実は、来週行われる茨城県のシクロクロスの全日本選手権は、弊社で研修を受けた Flecha さんが、弊社機材を使って計測オペレートを行います。日本でもトップクラスのシクロクロス計測数だと思いますので、シクロクロスでタイム計測を考えているオーガナイザーがいればご相談ください。AJOCCのWEBサイトへデータを送る「CYCLOX」などもワンクリックでデータ生成ができるようになっています。
WEB速報も来週実施されますのでぜひ御覧ください。
(要因4)参加者が計測チップを正しい位置にセットしていない
レース経験者でもたまにある「チップつけ忘れ」も含めて、正しい計測位置に計測チップがついていないとセンサーが反応しません。日本の場合海外と比べ「電波法」が厳しく250mW、特定条件下でも1Wまでと出力制限があります(海外は5Wなどが普通)ロードレース経験者は、フロントフォークに装着するものとわかっていますが、初参加の方は、わからずにサドルの下に巻き付けていたり、ステムに巻き付けていたりすることが結構あります。
我々が競技管理するツールドふくしまのサイトに
https://tour-de-fukushima.jp/before_entry/
参加前の確認事項というページがありチップの装着位置なども記載してあります。ご参考までに。
今年のあぶくま洞HCでもレース初参加と思われるグループが「サドル下」につけていることを発見しました。JBCFなどの経験者向けのロードレースでは、上級者ほどルールの「抜け穴」を探してきますが、大多数の市民レーサーは「大会要項」を読まないことを肌で感じているので裏方の方が、参加者の競技レベルに合わせた対応をしているのが現実です。
ビギナー向けヒルクライムでは「ステムやサドルに巻き付ける方もいるであろう」と、できる範囲で出力を最大にしてトラブルをできるだけ起こさないようにしています。シクロクロスでは、車体交換もありえるためアンクルバンドで計測チップを装着しますが、どの大会でも付け忘れはゼロではないというのが現実です。現場を熟知した主催サイドはトラブル回避のためにチップ付け忘れたら記録なしを要項に記載している方もいました。経験上、付け忘れた人が俺の順位ないんだけど・・・と言ってくることが多いです。
また、過去にゼッケンに装着の使い捨て計測チップを使ったヒルクライムレースが栃木県でありました。主管のサイクルスポーツマネジメント社柿沼社長に使い捨て計測チップは「装着位置が大変重要です」必ずジャージのポケット位置に装着するようにと資料を渡し、受付でも参加者へ必ず説明もお願いしますと伝えましたが、いざレースがはじまってみると1/3くらいの方が反応しません。ゼッケン位置を見ると・・・背中の方につけたりバラバラでした。

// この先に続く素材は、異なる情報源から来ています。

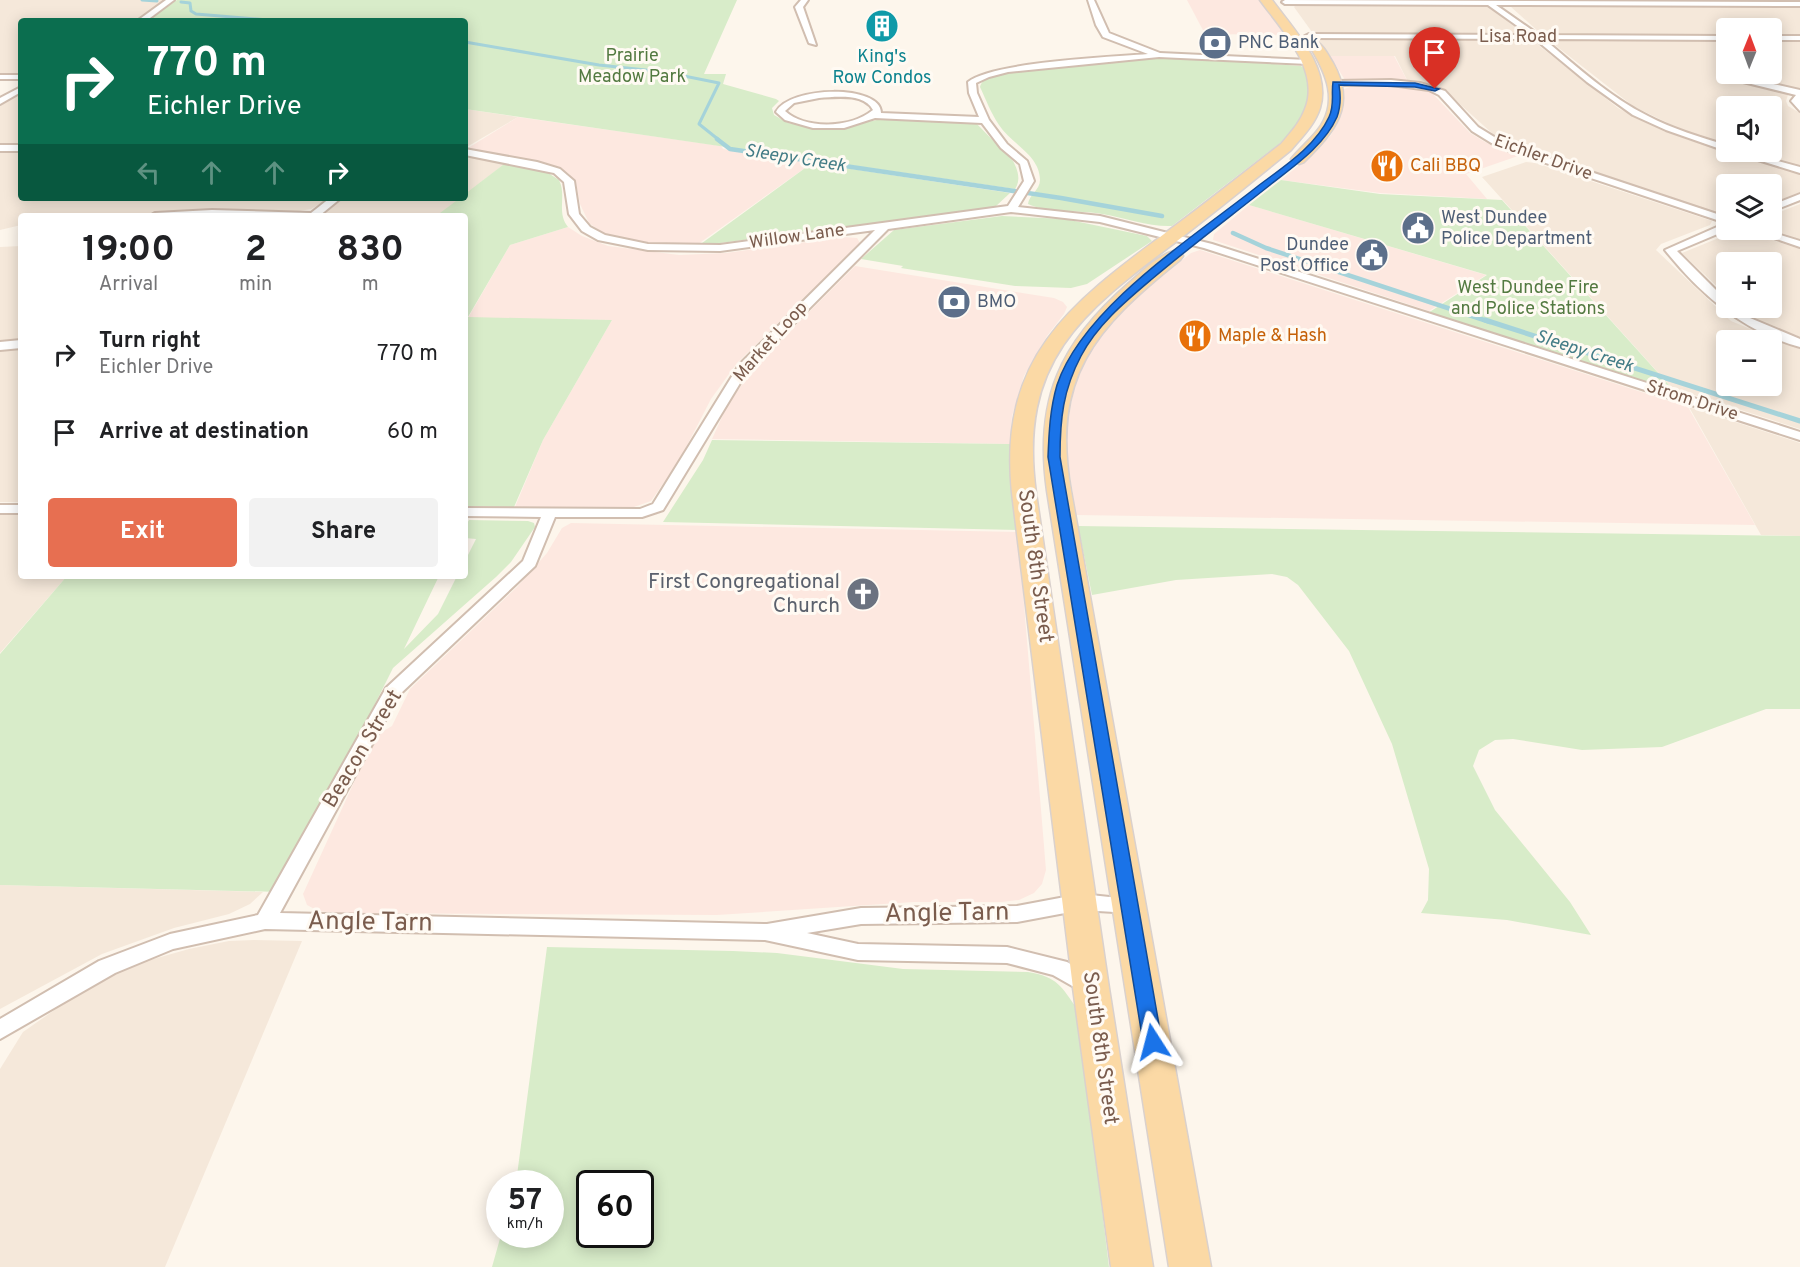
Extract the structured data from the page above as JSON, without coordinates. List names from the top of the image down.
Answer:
{
  "streets": {
    "main road": ["South 8th Street"],
    "street": [
      "Lisa Road",
      "Eichler Drive",
      "Willow Lane",
      "Market Loop",
      "Strom Drive",
      "Beacon Street",
      "Angle Tarn"
    ]
  },
  "crossings": [
    ["Lisa Road", "South 8th Street"],
    ["Eichler Drive", "South 8th Street"],
    ["Willow Lane", "Market Loop"],
    ["Willow Lane", "Strom Drive"],
    ["Willow Lane", "South 8th Street"],
    ["Market Loop", "Beacon Street"],
    ["Strom Drive", "South 8th Street"],
    ["South 8th Street", "Angle Tarn"],
    ["Beacon Street", "Angle Tarn"]
  ],
  "water": ["Sleepy Creek"],
  "parks": ["Prairie Meadow Park", "West Dundee Fire and Police Stations"],
  "places": {
    "building": ["King's Row Condos"],
    "bank": ["PNC Bank", "BMO"],
    "restaurant": ["Cali BBQ", "Maple & Hash"],
    "public building": ["West Dundee Police Department", "Dundee Post Office"],
    "church": ["First Congregational Church"]
  },
  "north": "top",
  "page": {
    "map_buttons": ["+", "−"],
    "turn": ["770 m", "Eichler Drive"],
    "eta": [
      "19:00",
      "Arrival",
      "2",
      "min",
      "830",
      "m"
    ],
    "list": [
      {
        "name": "Turn right",
        "note": "Eichler Drive",
        "value": "770 m"
      },
      {
        "name": "Arrive at destination",
        "value": "60 m"
      }
    ],
    "buttons": ["Exit", "Share"],
    "speed": "57 km/h",
    "limit": "60"
  }
}
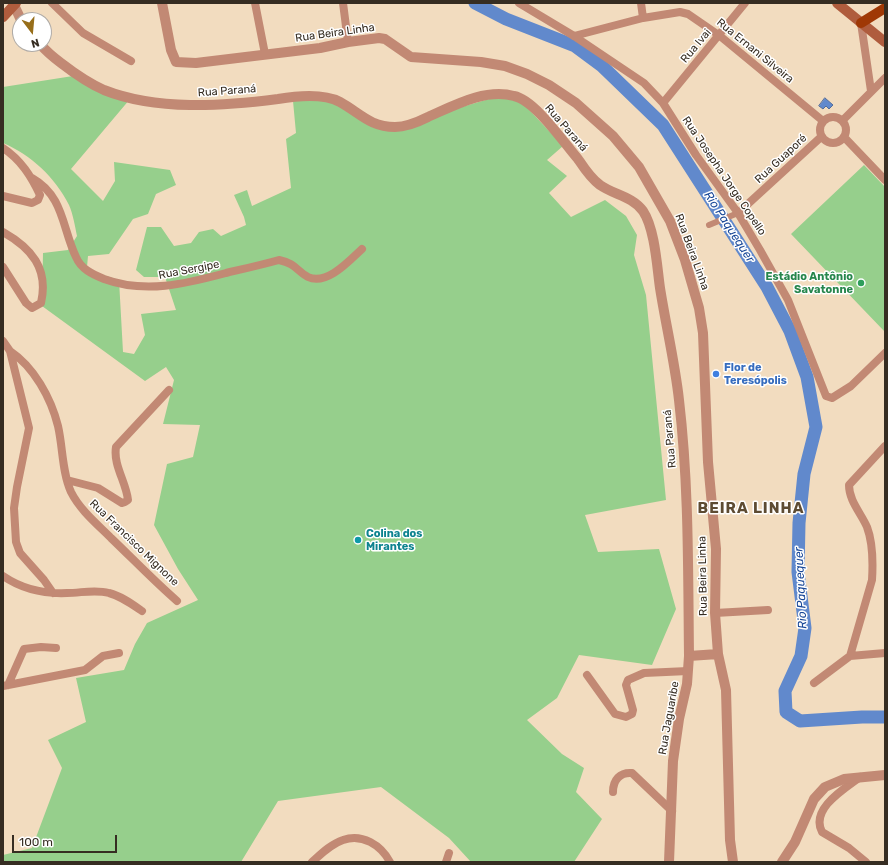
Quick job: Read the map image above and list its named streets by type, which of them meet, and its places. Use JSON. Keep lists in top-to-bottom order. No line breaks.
{"streets":{"street":["Rua Beira Linha","Rua Ivai","Rua Ernani Silveira","Rua Paraná","Rua Guaporé","Rua Josepha Jorge Copello","Rua Sergipe","Rua Francisco Mignone","Rua Jaguaribe"]},"crossings":[["Rua Ivai","Rua Ernani Silveira"],["Rua Ivai","Rua Josepha Jorge Copello"],["Rua Ernani Silveira","Rua Guaporé"],["Rua Ernani Silveira","Rua Josepha Jorge Copello"],["Rua Paraná","Rua Jaguaribe"],["Rua Guaporé","Rua Josepha Jorge Copello"]],"districts":["BEIRA LINHA"],"water":["Rio Paquequer"],"places":["Estádio Antônio Savatonne","Flor de Teresópolis","Colina dos Mirantes"],"scale_bar":"100 m","north":"bottom"}
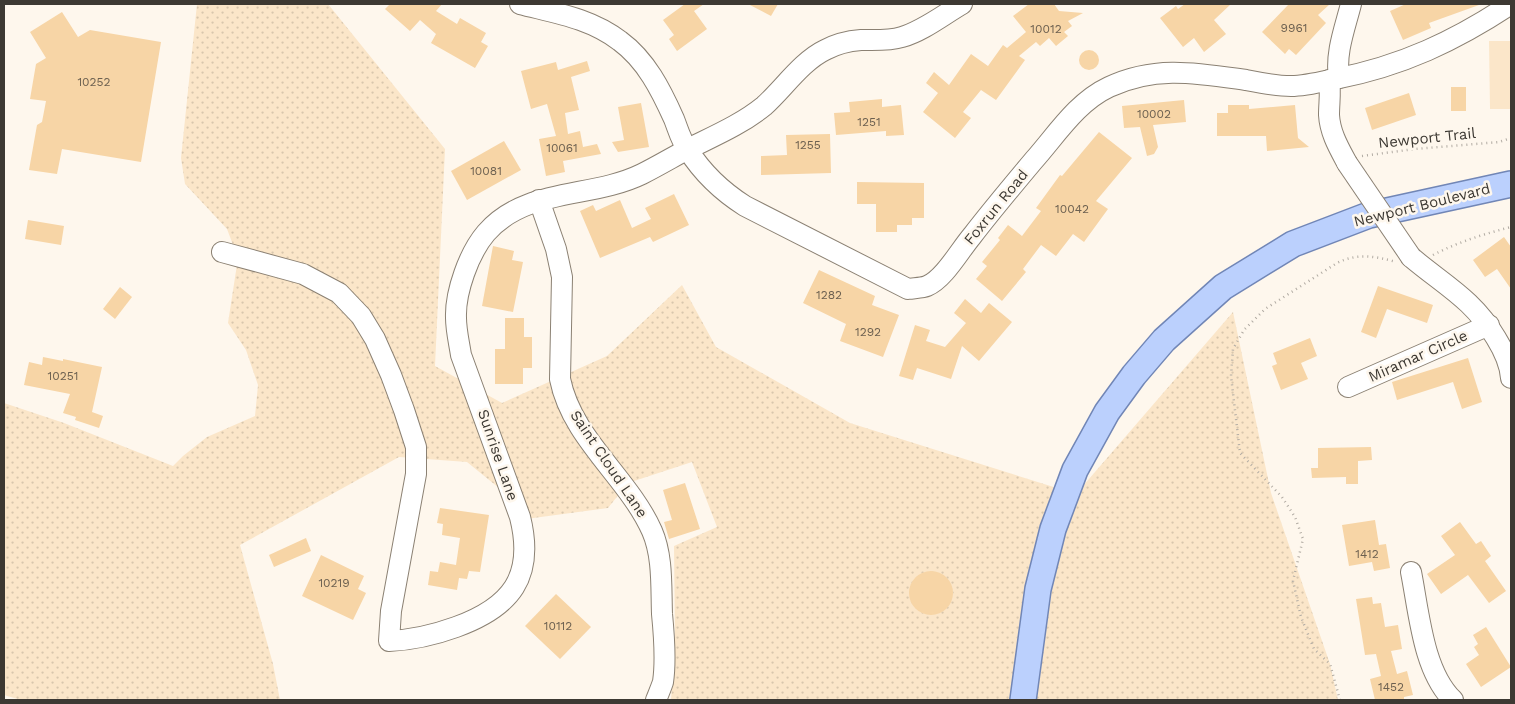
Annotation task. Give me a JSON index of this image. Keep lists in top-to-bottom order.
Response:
{
  "streets": {
    "main road": ["Newport Boulevard"],
    "street": [
      "Foxrun Road",
      "Miramar Circle",
      "Sunrise Lane",
      "Saint Cloud Lane"
    ],
    "path": ["Newport Trail"]
  },
  "crossings": [
    ["Foxrun Road", "Sunrise Lane"],
    ["Sunrise Lane", "Saint Cloud Lane"]
  ],
  "house_numbers": [
    "9961",
    "10012",
    "10252",
    "10002",
    "1251",
    "1255",
    "10061",
    "10081",
    "10042",
    "1282",
    "1292",
    "10251",
    "1412",
    "10219",
    "10112",
    "1452"
  ]
}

自転車乗りにとって使い捨て計測チップでレースはあまり経験がないはず。当然そういったトラブルが多少なり起きるであろうと、事前予測して弊社側でベテランのJCF審判を派遣していましたが、あまりにも多くメモ漏れ、翌日までにはビデオで何度か調整しながらもなんとかカバーできましたが、派遣していなかったら名探偵が必要な状況に陥っていたのは間違いありません。
トラブルが起きた場合、ビデオカメラの映像を見ながら1つ1つ手作業で処理をしていくためちょっと気の遠くなる膨大な作業量です。参加者の皆様に大変ご迷惑をおかけして申し訳ありませんでした。それ以来「主催者がちゃんと案内してくれているだろう」とは絶対思わない、現場で「だろう」という思い込みがあってはならないと痛感した苦い思い出です。後から参加者に原因追及のためにヒアリングしたところ案内は一切なかったそうです。
蔵王ヒルクライムでもありましたが、使い捨て計測チップがダメなわけではなく、自転車乗りが慣れていないため、正しい位置に装着できていないために起きることです。正しい位置に装着していない前提でも問題なく動くように先を見越して対応するのが裏方の仕事。このあたりは場数の差がモノを言います。その後はツールドつくばなど他大会では使い捨て計測チップでヒルクライムを行うこともかなり増えましたが、栃木県のレースが教訓となっています。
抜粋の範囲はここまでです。